As well known as the British summer is for its dubious weather, the idea of a festival in September is as brave as it is stupid. While we may still cling to the idea of sunny days with fingers stiff from cold and wet from rain, The British Sound Project offered us a saving grace this weekend – a glorious night of bands and strongbow dark fruits but under the roof of Victoria Warehouse. With three rooms and a main stage, it couldn’t feel more like the summer festival we know and love.

From Morrissey to Factory, Manchester is known not only for the rain but also for music, so it’s only apt that The British Sound Project delivered their night under our grey skies. With a mix of up-and-coming artists and well-respected indie giants, the event had all the promise of a revolutionary night.

Ones to watch

The line up featured some really exciting emerging artists, but on the night female lead musicians really stole the show.

London alt-rock trio Berries rocked the room with their heavy guitar, while Lucia – Glaswegian indie punk band – mesmerised the crowd with uplifting vocals and endearing rifts. Think Wolf Alice meets Circa Waves. A little higher up the bill Lion graced the stage, her seventies-esque husky sound is said to channel influences of Arctic Monkeys in AM era, Courtney Love and a little of the White Stripes. With a bed head to rival Sleeping Beauty and more eyeliner than Kate Moss, her performance was an enigmatic as it was powerful.

The Big Names

While Reverend and The Makers attempts at new music somehow sounds slightly like what you’d imagine your dad to sound like performing in a band, their old school classics still “go off” (as front man Jon McClure would say, and did say many times in the set).

Embodying a sound that is so quintessentially recognisable as British indie-pop, and having had Johnny Marr as a formal member of the band for three years, The Cribs’ set was charming and nostalgic. Highlights from their new(ish) album 24/7 Rock Star Shit – which heard their least polished vocals to date – induced a shout along from the crowd, but of course it wasn’t until the familiar riffs of Mans’ Needs ripped through the room that the crowd really began to jump and cheer. With the screechy vocals so satisfying to sing along to, each chorus echoed like a collective karaoke.
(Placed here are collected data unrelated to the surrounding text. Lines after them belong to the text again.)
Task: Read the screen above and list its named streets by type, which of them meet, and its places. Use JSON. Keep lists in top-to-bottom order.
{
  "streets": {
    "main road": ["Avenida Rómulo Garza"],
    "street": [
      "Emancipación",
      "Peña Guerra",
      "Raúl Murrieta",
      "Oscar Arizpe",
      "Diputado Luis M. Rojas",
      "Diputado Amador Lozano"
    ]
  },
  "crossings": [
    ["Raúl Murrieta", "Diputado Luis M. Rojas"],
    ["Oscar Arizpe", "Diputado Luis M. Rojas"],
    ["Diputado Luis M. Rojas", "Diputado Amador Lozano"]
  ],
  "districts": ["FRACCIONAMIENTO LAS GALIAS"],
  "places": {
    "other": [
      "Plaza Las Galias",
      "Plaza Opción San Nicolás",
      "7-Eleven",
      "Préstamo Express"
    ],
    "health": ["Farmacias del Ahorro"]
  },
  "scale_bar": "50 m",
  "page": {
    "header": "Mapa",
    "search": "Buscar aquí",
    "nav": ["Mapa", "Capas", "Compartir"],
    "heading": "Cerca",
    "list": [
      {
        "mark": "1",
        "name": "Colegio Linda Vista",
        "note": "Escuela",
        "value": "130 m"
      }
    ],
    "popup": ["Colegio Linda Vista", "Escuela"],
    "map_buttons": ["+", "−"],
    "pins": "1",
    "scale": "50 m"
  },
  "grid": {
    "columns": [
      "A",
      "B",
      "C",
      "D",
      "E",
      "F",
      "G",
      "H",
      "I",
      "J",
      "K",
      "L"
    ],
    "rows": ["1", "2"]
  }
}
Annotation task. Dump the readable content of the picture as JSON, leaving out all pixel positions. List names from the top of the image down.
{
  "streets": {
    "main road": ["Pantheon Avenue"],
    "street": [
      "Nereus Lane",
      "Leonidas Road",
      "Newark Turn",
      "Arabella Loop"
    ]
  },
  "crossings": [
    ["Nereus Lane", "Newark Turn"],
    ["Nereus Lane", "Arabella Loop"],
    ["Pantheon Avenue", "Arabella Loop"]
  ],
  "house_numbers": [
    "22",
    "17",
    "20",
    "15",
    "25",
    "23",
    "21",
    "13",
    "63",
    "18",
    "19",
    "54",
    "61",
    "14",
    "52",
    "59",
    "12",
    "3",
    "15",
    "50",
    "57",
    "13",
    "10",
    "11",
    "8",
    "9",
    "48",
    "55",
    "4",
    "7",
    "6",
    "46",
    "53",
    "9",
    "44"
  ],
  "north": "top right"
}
Perhaps having the most to prove, Franz Ferdinand finally took to the stage as the night’s headliners. One band member down and a new album that NME describes as a “rebirth”, there is the worry that comes when a band does something different of how they can deliver to the old fans as well as the new. The glam-rock trio’s performance won over the crowd with astounding verbosity. With a “Fuck Trump, fuck Brexit”, sentiment, however, their new album Always Ascending is full of likeable tracks that the crowd really got into on the night. Groovy synths, building tempos and a performance with all the vigour of heavy rock but the sound of electro-punk, Franz Ferdinand definitely won over any doubters in the crowd.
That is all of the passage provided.